N, M, D = 100, 15, 17

rows = np.ndarray(N, dtype=object)
for i in range(N):
    example = np.ndarray(M, dtype=object)
    for j in range(M):
        example[j] = np.random.rand(D).astype(np.float32)
    rows[i] = example

CodePudding user response：

Considering your rows array, I can't see a way without for loop for now, but the following does the job:

>>> res = np.array([np.stack(r) for r in rows])
>>> res.shape
(100, 15, 17)
>>> res.dtype
dtype('float32')

Before edit

Not exactly sure how your data is formatted, but if you have a list of numpy arrays of same shape and dtype object:

import numpy as np

N, M, D = 3, 5, 7

arrays = [np.random.randn(M, D).astype(object) for _ in range(N)]

You can just do np.array(arrays).astype(float):

>>> np.array(arrays).astype(float).shape
(3, 5, 7)

CodePudding user response：

You have object arrays within an object array.

In [29]: rows.shape, rows.dtype
Out[29]: ((100,), dtype('O'))

In [30]: rows[0].shape, rows[0].dtype
Out[30]: ((15,), dtype('O'))

In [31]: rows[0][0].shape, rows[0][0].dtype
Out[31]: ((17,), dtype('float32'))

A double conversion is required:

In [32]: arr = np.array([a.tolist() for a in rows.tolist()])
In [33]: arr.shape, arr.dtype
Out[33]: ((100, 15, 17), dtype('float32'))

You could substitute stack for that inner tolist, but it gains any speed.

In [34]: arr = np.array([np.stack(a) for a in rows.tolist()])
In [35]: arr.shape, arr.dtype
Out[35]: ((100, 15, 17), dtype('float32'))
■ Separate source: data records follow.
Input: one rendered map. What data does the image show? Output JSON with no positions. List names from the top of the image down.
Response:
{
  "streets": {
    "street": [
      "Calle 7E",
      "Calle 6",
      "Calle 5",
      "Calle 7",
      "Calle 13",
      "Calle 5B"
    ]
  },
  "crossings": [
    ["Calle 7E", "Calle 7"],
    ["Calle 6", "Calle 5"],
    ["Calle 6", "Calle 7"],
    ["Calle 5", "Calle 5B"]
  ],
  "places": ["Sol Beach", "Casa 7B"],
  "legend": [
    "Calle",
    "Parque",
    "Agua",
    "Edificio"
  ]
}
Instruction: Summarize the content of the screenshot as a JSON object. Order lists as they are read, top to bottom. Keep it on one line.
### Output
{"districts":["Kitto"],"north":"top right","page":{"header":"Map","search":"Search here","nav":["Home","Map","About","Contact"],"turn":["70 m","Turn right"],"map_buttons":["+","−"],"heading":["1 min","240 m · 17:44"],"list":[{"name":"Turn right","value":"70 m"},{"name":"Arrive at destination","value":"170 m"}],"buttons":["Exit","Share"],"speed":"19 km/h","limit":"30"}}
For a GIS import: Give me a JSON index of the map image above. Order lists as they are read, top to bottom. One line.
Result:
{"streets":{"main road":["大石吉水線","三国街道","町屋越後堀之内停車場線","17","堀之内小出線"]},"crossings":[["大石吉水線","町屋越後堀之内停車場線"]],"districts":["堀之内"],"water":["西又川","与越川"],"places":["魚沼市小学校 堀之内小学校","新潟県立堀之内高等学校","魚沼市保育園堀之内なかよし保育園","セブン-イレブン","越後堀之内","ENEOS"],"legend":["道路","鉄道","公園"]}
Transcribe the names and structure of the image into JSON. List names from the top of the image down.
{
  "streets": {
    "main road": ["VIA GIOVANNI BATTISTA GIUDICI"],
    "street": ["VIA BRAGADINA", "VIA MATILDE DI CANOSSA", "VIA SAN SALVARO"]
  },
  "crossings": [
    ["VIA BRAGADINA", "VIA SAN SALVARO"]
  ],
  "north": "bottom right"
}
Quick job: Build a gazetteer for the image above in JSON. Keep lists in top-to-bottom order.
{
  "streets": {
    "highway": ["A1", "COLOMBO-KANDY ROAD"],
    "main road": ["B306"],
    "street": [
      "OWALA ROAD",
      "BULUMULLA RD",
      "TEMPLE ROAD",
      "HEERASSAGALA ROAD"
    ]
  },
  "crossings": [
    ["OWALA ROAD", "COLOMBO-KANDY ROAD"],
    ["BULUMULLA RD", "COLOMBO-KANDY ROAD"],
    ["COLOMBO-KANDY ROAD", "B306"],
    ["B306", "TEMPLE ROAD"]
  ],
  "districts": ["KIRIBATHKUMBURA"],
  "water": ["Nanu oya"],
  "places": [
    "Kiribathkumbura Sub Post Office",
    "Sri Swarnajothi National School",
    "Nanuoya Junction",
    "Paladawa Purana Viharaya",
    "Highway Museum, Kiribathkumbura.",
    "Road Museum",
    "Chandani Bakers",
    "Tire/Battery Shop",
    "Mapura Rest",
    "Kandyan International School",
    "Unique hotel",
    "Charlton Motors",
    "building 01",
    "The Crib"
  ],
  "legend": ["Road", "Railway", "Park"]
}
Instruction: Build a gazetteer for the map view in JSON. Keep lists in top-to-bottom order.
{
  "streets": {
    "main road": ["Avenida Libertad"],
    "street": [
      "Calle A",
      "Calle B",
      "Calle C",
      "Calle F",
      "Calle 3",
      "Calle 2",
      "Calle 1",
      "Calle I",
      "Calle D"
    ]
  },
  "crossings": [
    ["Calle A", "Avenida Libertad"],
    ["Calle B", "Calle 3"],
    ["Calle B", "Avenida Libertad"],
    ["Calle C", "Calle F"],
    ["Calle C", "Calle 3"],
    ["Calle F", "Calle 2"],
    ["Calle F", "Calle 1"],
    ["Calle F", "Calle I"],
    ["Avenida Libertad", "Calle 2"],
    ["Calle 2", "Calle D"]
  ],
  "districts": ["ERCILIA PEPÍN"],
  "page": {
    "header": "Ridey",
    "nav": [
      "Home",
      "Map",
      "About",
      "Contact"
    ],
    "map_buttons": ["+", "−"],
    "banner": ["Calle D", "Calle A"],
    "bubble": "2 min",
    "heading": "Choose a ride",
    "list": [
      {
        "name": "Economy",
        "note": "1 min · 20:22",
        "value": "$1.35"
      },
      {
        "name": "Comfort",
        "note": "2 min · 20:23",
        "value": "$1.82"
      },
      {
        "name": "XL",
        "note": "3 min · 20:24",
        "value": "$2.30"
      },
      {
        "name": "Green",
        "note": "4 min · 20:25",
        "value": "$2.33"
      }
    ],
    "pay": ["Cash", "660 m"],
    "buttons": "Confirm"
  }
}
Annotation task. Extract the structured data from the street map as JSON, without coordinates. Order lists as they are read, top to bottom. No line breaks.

One way or other the object dtype of the inner arrays has to be 'flattened' - one at a time.

I haven't followed your pandas work, but trying to put a 3d structure into a frame is bound to create this kind of nesting. A dataframe is a 2d structure - rows and columns. That means the 3rd dimension has to be an array or list in each cell - hence object dtypes.

pd.DataFrame(arr)          # error
pd.DataFrame(arr.tolist())  # [100 rows x 15 columns]

though the values of such a frame is a 2d object dype.